Report back every line below that carries the word "Stadio".

+++ Exercise data

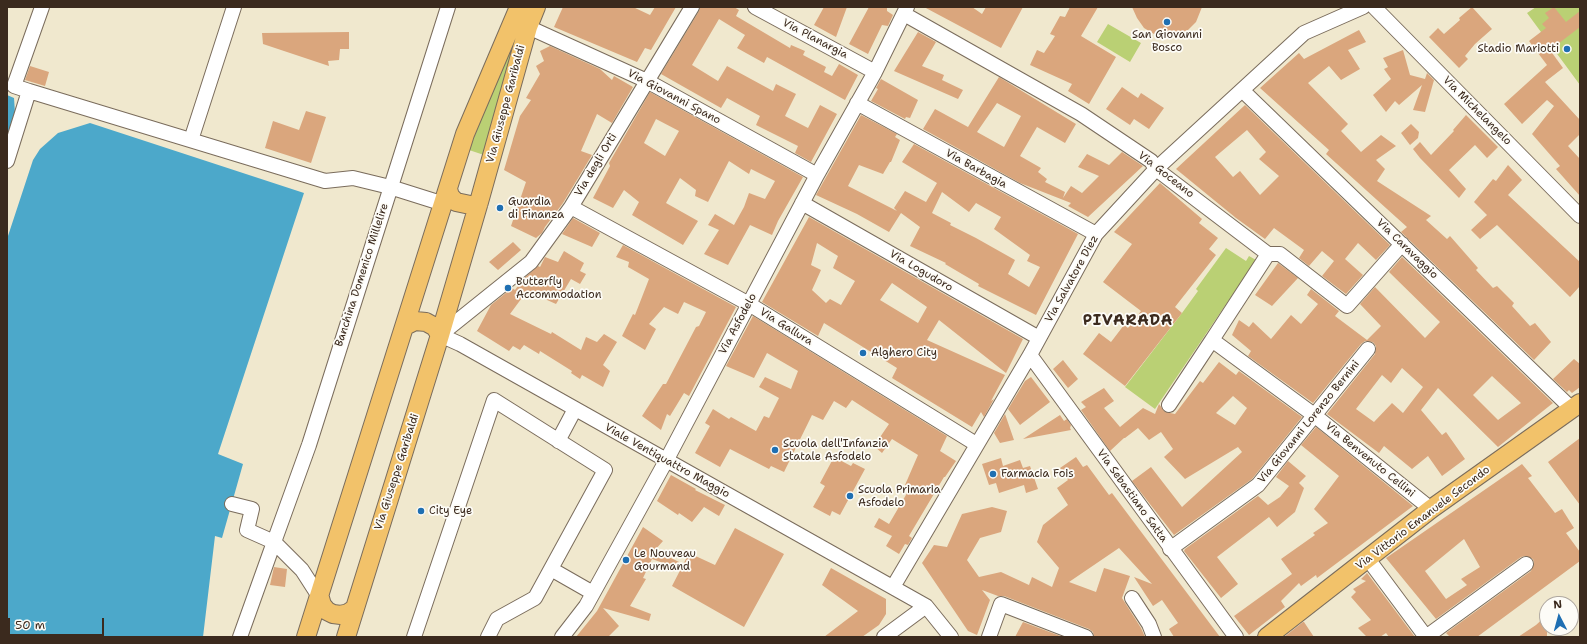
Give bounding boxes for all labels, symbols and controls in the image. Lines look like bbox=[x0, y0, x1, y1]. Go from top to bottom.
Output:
street label: Via Planargia bbox=[780, 16, 850, 62]
marker: San Giovanni Bosco bbox=[1162, 17, 1172, 27]
place label: San Giovanni Bosco bbox=[1132, 28, 1202, 54]
place label: Stadio Mariotti bbox=[1478, 42, 1559, 56]
street label: Via Giuseppe Garibaldi bbox=[484, 44, 528, 164]
marker: Stadio Mariotti bbox=[1562, 44, 1572, 54]
street label: Via Giovanni Spano bbox=[625, 67, 723, 127]
street label: Via Michelangelo bbox=[1440, 74, 1514, 148]
street label: Via degli Orti bbox=[572, 131, 620, 199]
street label: Via Barbagia bbox=[943, 147, 1009, 191]
street label: Via Goceano bbox=[1135, 149, 1197, 201]
place label: Guardia di Finanza bbox=[508, 195, 564, 221]
street label: Banchina Domenico Millelire bbox=[333, 202, 391, 348]
marker: Guardia di Finanza bbox=[495, 203, 505, 213]
street label: Via Caravaggio bbox=[1373, 216, 1441, 282]
street label: Via Salvatore Diez bbox=[1043, 233, 1101, 325]
street label: Via Logudoro bbox=[887, 248, 955, 294]
place label: Butterfly Accommodation bbox=[516, 275, 601, 301]
marker: Butterfly Accommodation bbox=[503, 283, 513, 293]
street label: Via Asfodelo bbox=[716, 291, 760, 357]
street label: Via Gallura bbox=[757, 305, 815, 349]
district label: PIVARADA bbox=[1083, 312, 1173, 330]
place label: Alghero City bbox=[871, 346, 937, 360]
marker: Alghero City bbox=[858, 348, 868, 358]
street label: Via Giovanni Lorenzo Bernini bbox=[1255, 358, 1363, 486]
street label: Via Giuseppe Garibaldi bbox=[372, 412, 422, 532]
street label: Via Benvenuto Cellini bbox=[1322, 420, 1418, 500]
street label: Viale Ventiquattro Maggio bbox=[602, 421, 732, 501]
place label: Scuola dell'Infanzia Statale Asfodelo bbox=[783, 437, 888, 463]
marker: Scuola dell'Infanzia Statale Asfodelo bbox=[770, 445, 780, 455]
street label: Via Sebastiano Satta bbox=[1094, 447, 1170, 545]
street label: Via Vittorio Emanuele Secondo bbox=[1353, 463, 1493, 573]
place label: Farmacia Fois bbox=[1001, 467, 1074, 481]
marker: Farmacia Fois bbox=[988, 469, 998, 479]
place label: Scuola Primaria Asfodelo bbox=[858, 483, 941, 509]
marker: Scuola Primaria Asfodelo bbox=[845, 491, 855, 501]
place label: City Eye bbox=[429, 504, 472, 518]
marker: City Eye bbox=[416, 506, 426, 516]
place label: Le Nouveau Gourmand bbox=[634, 547, 696, 573]
marker: Le Nouveau Gourmand bbox=[621, 555, 631, 565]
north arrow bbox=[1539, 596, 1579, 636]
text: N bbox=[1553, 597, 1563, 612]
scale bar bbox=[10, 610, 106, 636]
text: 50 m bbox=[15, 617, 45, 633]

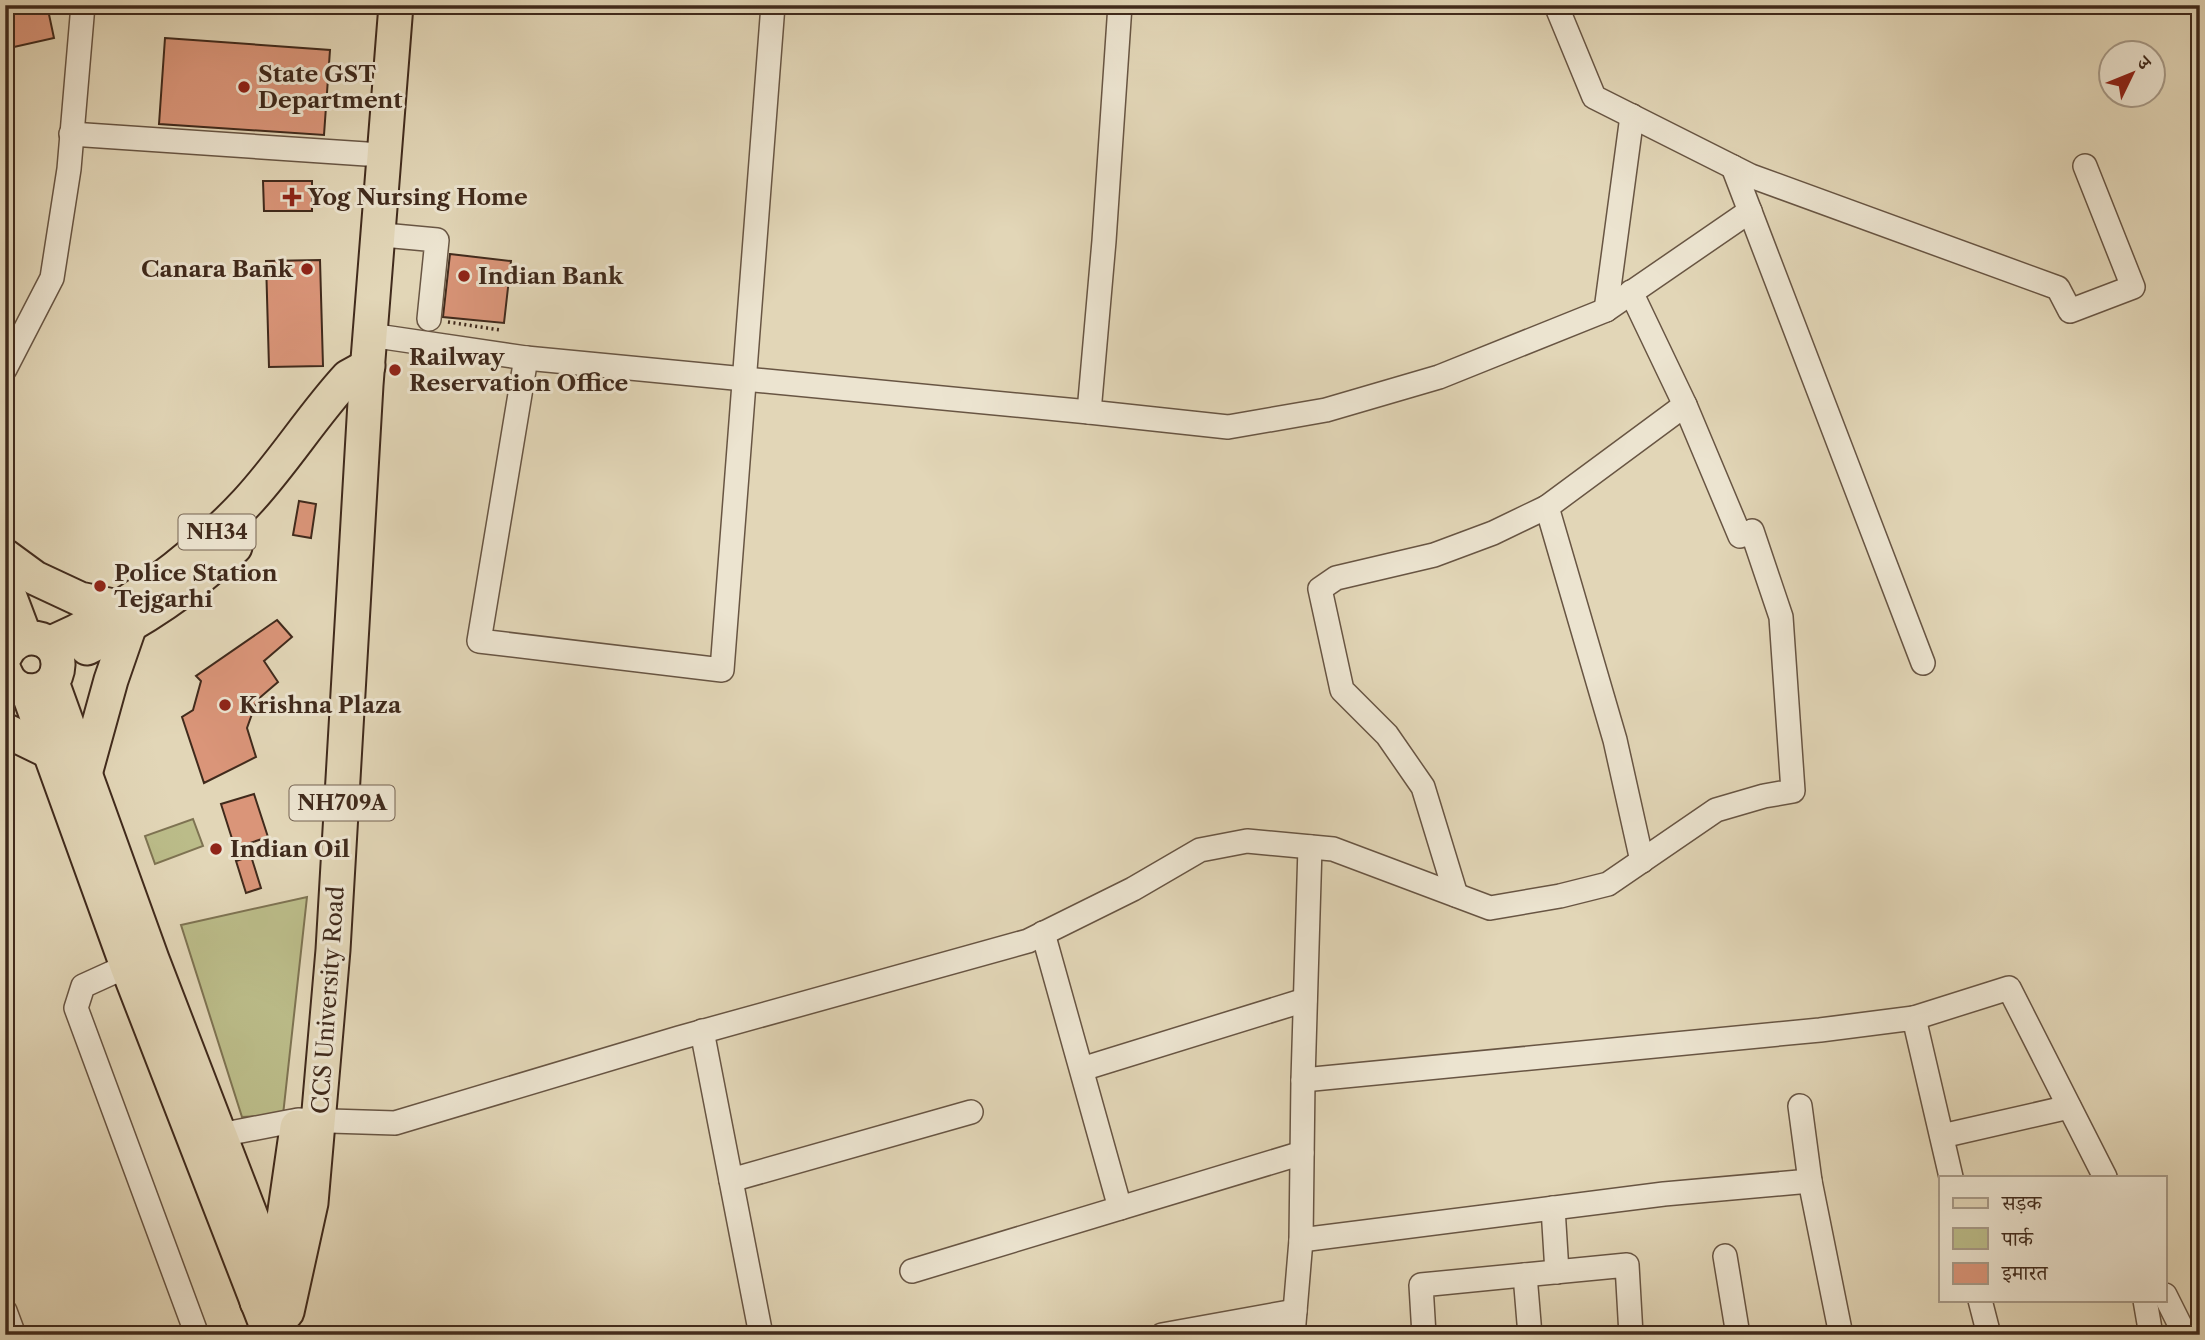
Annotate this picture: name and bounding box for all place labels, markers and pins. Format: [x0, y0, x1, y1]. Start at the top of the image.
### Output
place label: State GST Department [258, 60, 403, 114]
marker: State GST Department [236, 79, 252, 95]
place label: Yog Nursing Home [307, 183, 528, 211]
marker: Yog Nursing Home [282, 187, 302, 207]
place label: Canara Bank [141, 255, 294, 283]
marker: Canara Bank [299, 261, 315, 277]
place label: Indian Bank [478, 262, 624, 290]
marker: Indian Bank [456, 268, 472, 284]
place label: Railway Reservation Office [409, 343, 629, 397]
marker: Railway Reservation Office [387, 362, 403, 378]
place label: Police Station Tejgarhi [114, 559, 278, 613]
marker: Police Station Tejgarhi [92, 578, 108, 594]
place label: Krishna Plaza [239, 691, 402, 719]
marker: Krishna Plaza [217, 697, 233, 713]
place label: Indian Oil [230, 835, 350, 863]
marker: Indian Oil [208, 841, 224, 857]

++++++

# Answer below
place label: Stadio Mariotti bbox=[1478, 42, 1559, 56]
marker: Stadio Mariotti bbox=[1562, 44, 1572, 54]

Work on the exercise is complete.